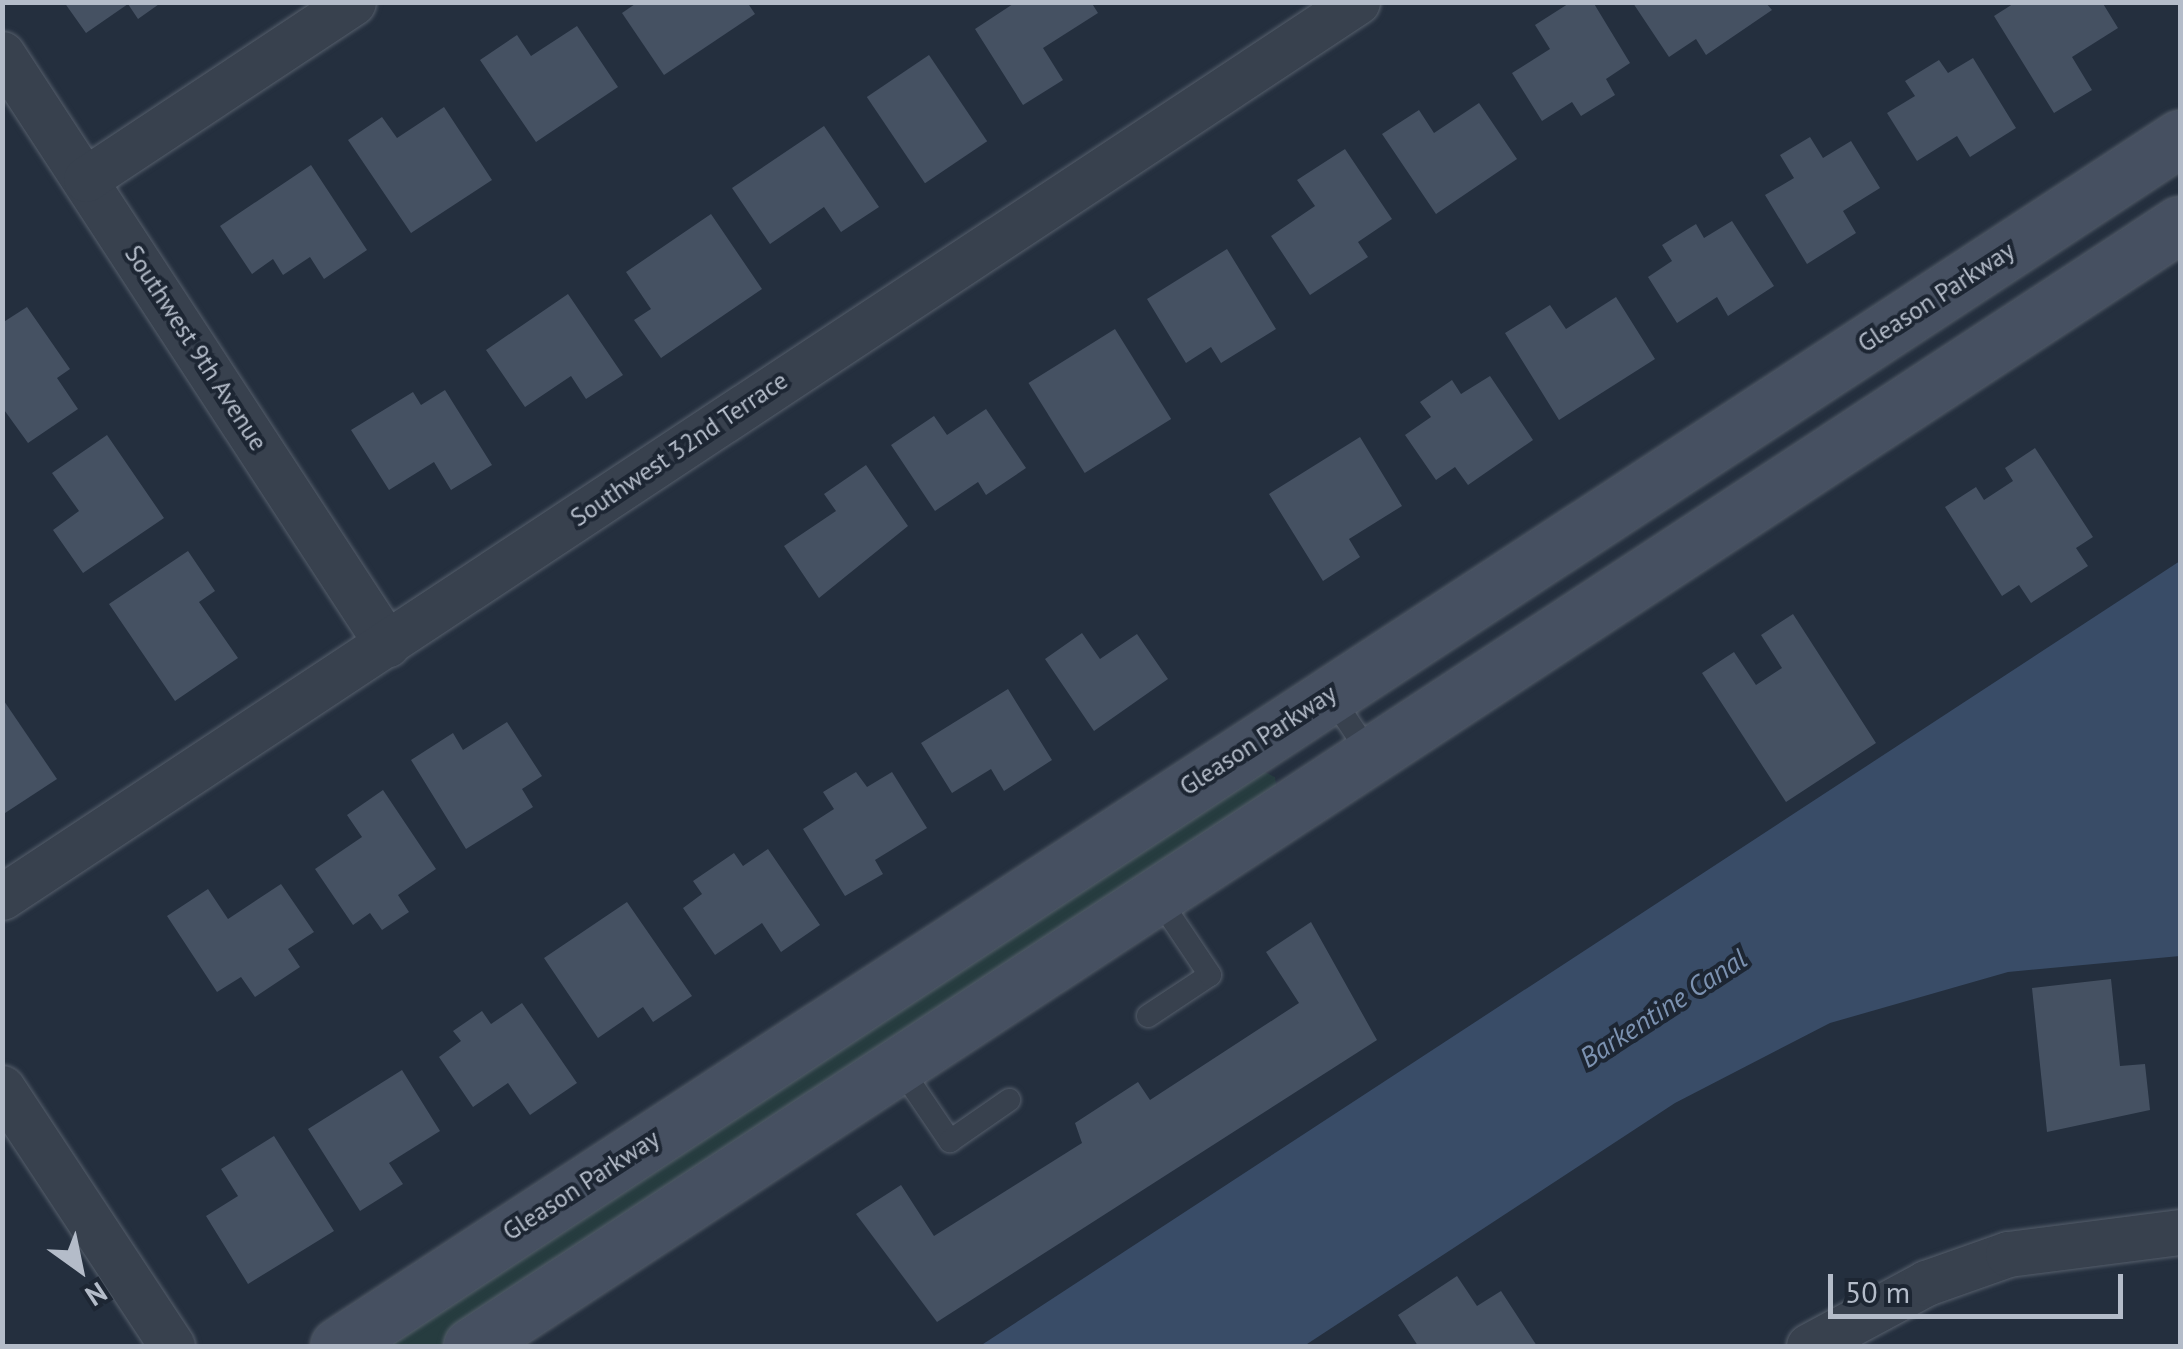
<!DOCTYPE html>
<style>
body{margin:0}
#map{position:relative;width:2183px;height:1349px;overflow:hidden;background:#242f3e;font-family:"PT Sans",sans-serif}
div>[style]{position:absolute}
.green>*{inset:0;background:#263c3f}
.water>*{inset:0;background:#394c67}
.building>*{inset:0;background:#455162;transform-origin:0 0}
.roads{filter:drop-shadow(0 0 2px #565f6c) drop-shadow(0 0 2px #565f6c)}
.lane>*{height:22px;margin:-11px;padding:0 11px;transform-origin:11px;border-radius:11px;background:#38414e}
.street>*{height:45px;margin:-22.5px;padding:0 22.5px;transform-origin:22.5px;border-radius:22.5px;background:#38414e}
.secondary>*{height:55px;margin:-27.5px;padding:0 27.5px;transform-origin:27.5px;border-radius:27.5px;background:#465061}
span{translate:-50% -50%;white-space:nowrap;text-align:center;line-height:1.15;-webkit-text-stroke:8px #1d2633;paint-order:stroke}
.street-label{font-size:25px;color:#b4bcc9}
.water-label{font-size:28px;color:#7c92b1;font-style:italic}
.frame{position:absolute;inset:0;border:5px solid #b4bcc9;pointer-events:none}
.north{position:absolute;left:30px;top:1219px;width:100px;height:100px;-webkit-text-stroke:8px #1d2633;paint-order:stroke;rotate:147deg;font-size:28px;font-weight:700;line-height:40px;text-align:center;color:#b4bcc9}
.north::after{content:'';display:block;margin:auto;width:35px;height:45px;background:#b4bcc9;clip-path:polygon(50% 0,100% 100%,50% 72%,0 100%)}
.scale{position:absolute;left:1828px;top:1274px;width:295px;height:45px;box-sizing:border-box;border:5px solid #b4bcc9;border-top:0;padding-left:12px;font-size:30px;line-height:35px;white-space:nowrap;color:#b4bcc9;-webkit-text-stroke:8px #1d2633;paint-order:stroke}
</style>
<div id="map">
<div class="green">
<i style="clip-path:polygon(1258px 769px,1275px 777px,1278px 799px,443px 1346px,377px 1346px)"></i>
</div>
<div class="water">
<i style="clip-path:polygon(2180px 561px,2180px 956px,2008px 972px,1830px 1023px,1675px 1103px,1304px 1346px,980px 1346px)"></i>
</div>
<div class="building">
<i style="clip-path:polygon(64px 2px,162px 2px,138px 19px,128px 4px,86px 33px)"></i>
<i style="clip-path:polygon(638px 2px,747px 2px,755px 14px,664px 75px,622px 13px)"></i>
<i style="clip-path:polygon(1016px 2px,1091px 2px,1098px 13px,1043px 48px,1063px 80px,1023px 105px,975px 29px)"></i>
<i style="clip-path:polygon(1571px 2px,1593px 2px,1630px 63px,1606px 79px,1615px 95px,1581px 116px,1572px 102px,1542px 121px,1512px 73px,1550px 49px,1535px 25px)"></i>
<i style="clip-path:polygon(2016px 2px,2102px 2px,2118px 28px,2072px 57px,2092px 90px,2054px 113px,1994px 16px)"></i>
<i style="clip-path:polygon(1633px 3px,1766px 3px,1772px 10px,1706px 55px,1696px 39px,1669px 57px)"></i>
<i style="clip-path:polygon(577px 26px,618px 87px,536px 142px,480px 60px,517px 35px,531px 56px)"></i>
<i style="left:929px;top:55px;width:104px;height:75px;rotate:56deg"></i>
<i style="clip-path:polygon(1973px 58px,2016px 128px,1970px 157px,1957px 136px,1917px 161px,1887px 113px,1915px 96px,1905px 81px,1939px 60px,1948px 73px)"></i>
<i style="clip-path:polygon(1479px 103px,1517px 159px,1436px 214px,1382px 134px,1419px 110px,1434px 133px)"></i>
<i style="clip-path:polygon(444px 107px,492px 180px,411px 233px,348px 140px,382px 117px,397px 138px)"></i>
<i style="clip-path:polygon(824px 126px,879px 207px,841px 232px,824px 207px,770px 244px,732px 188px)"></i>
<i style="clip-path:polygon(1810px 137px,1823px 158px,1851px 141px,1880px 188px,1843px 211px,1856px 233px,1807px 264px,1765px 195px,1794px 178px,1780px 155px)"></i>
<i style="clip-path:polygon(1345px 149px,1392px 219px,1358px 242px,1368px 257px,1310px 295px,1271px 236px,1315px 206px,1297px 180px)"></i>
<i style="clip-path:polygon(311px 165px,367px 250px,324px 279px,310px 257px,283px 275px,273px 259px,252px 274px,220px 226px)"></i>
<i style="clip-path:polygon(711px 214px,762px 289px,661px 358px,634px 320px,651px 309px,626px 272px)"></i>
<i style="clip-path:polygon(1732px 221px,1774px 286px,1728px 316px,1717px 297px,1677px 323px,1648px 277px,1672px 261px,1662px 245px,1696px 224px,1704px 238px)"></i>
<i style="clip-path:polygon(1227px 249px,1276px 329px,1221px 363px,1211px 347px,1186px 363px,1147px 299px)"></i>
<i style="clip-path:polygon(568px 294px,623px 375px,586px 399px,571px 376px,525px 407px,486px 350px)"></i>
<i style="clip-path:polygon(1616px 297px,1655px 359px,1559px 420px,1505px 333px,1550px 305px,1566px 329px)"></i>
<i style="clip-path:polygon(27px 307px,70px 369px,57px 378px,78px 409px,28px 443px,2px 407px,2px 323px)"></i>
<i style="left:1115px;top:329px;width:106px;height:102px;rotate:58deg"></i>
<i style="clip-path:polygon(1490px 376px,1533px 440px,1468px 485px,1455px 467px,1436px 480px,1405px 435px,1431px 417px,1420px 402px,1452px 380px,1461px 394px)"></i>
<i style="clip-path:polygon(445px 390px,492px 465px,451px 490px,434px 462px,389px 490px,351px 430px,413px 392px,421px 405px)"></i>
<i style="clip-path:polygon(986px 409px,1026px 468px,986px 495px,978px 482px,935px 511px,891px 445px,934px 416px,947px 435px)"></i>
<i style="clip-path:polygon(107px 435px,164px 518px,83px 573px,53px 530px,79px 511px,52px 473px)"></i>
<i style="clip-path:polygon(1360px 437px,1402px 506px,1349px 539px,1360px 557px,1323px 581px,1269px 494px)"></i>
<i style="clip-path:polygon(2035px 448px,2093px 537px,2076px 548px,2088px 566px,2031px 603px,2019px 585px,2002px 596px,1945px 507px,1976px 487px,1984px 500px,2013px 481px,2005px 468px)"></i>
<i style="clip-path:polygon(866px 465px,908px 526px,819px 598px,784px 546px,836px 511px,824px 494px)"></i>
<i style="clip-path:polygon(188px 551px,215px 591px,199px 602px,238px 658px,175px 701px,109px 604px)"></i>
<i style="clip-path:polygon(1793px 614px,1876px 743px,1786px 802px,1702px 673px,1734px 652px,1756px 685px,1782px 668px,1761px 635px)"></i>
<i style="clip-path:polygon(1082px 633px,1100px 659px,1137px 634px,1168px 679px,1094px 731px,1045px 659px)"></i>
<i style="clip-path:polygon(1008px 689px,1052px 760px,1004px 791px,991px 769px,952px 793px,921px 743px)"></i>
<i style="clip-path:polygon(2px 698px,57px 779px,2px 815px)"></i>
<i style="clip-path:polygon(507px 722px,542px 776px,522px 789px,533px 807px,466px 849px,411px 760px,453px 733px,463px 750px)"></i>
<i style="clip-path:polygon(856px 772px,867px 787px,892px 772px,927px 828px,875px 860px,883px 874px,845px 896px,803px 829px,834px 809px,823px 792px)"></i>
<i style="clip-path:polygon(383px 790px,436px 869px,398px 895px,409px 912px,382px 930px,370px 913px,353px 925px,315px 869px,362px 837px,347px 815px)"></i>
<i style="clip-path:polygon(768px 849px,820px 925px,781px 952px,762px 923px,715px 955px,683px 908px,702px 894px,693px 881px,734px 853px,743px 866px)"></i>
<i style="clip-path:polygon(281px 884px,314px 932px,288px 949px,300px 967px,255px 997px,241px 977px,217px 992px,167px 916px,208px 889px,228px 919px)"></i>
<i style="clip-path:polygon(627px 902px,692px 996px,653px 1022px,643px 1007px,598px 1038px,544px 958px)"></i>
<i style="clip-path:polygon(1311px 922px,1377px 1040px,937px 1322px,856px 1214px,901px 1185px,934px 1236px,1082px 1143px,1075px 1123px,1138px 1082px,1150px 1100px,1299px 1003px,1266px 952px)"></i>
<i style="clip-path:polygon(2111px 979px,2120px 1066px,2145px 1064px,2150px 1110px,2047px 1132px,2032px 988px)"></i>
<i style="clip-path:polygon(522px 1003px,577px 1083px,530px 1115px,508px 1083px,473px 1107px,439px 1057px,461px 1041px,453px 1031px,482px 1011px,491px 1024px)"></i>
<i style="clip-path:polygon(402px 1070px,440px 1131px,389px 1163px,403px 1184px,360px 1211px,308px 1129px)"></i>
<i style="clip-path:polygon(274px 1136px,334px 1231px,248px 1284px,206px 1216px,238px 1196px,221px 1169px)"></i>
<i style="clip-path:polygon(1457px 1276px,1477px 1306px,1501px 1291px,1537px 1346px,1418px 1346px,1398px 1315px)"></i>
</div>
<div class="roads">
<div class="lane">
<i style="left:1329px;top:693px;width:76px;rotate:56.3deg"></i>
<i style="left:1148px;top:1016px;width:74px;rotate:-33.5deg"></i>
<i style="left:1210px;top:975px;width:95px;rotate:-123.9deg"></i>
<i style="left:899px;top:1066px;width:91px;rotate:55.8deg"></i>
<i style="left:950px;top:1141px;width:72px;rotate:-34.8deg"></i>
</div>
<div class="street">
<i style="left:2px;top:54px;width:705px;rotate:56.87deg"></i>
<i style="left:86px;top:179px;width:320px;rotate:-33.5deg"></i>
<i style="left:2px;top:897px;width:1624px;rotate:-33.45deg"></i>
<i style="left:2px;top:1088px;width:309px;rotate:56.6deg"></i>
<i style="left:1809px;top:1346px;width:133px;rotate:-28.3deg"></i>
<i style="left:1926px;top:1283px;width:87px;rotate:-19.5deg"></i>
<i style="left:2008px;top:1254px;width:173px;rotate:-7.3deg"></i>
</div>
<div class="secondary">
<i style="left:338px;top:1346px;width:2203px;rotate:-33.26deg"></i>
<i style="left:471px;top:1346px;width:2044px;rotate:-33.29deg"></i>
</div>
</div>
<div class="street-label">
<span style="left:1936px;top:297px;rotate:-33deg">Gleason Parkway</span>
<span style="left:196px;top:348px;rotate:57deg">Southwest 9th Avenue</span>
<span style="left:679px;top:449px;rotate:-34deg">Southwest 32nd Terrace</span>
<span style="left:1258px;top:740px;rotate:-33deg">Gleason Parkway</span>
<span style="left:581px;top:1185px;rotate:-33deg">Gleason Parkway</span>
</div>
<div class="water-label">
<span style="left:1663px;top:1008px;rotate:-33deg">Barkentine Canal</span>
</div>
<div class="frame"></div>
<div class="north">N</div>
<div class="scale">50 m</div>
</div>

- - -

→ What the task requires: Skip the pictures and quote each line of the entries above, from the first through the line with "2px #565f6c) drop-shadow(0", exactly as it appears.

→ Result:
<!DOCTYPE html>
<style>
body{margin:0}
#map{position:relative;width:2183px;height:1349px;overflow:hidden;background:#242f3e;font-family:"PT Sans",sans-serif}
div>[style]{position:absolute}
.green>*{inset:0;background:#263c3f}
.water>*{inset:0;background:#394c67}
.building>*{inset:0;background:#455162;transform-origin:0 0}
.roads{filter:drop-shadow(0 0 2px #565f6c) drop-shadow(0 0 2px #565f6c)}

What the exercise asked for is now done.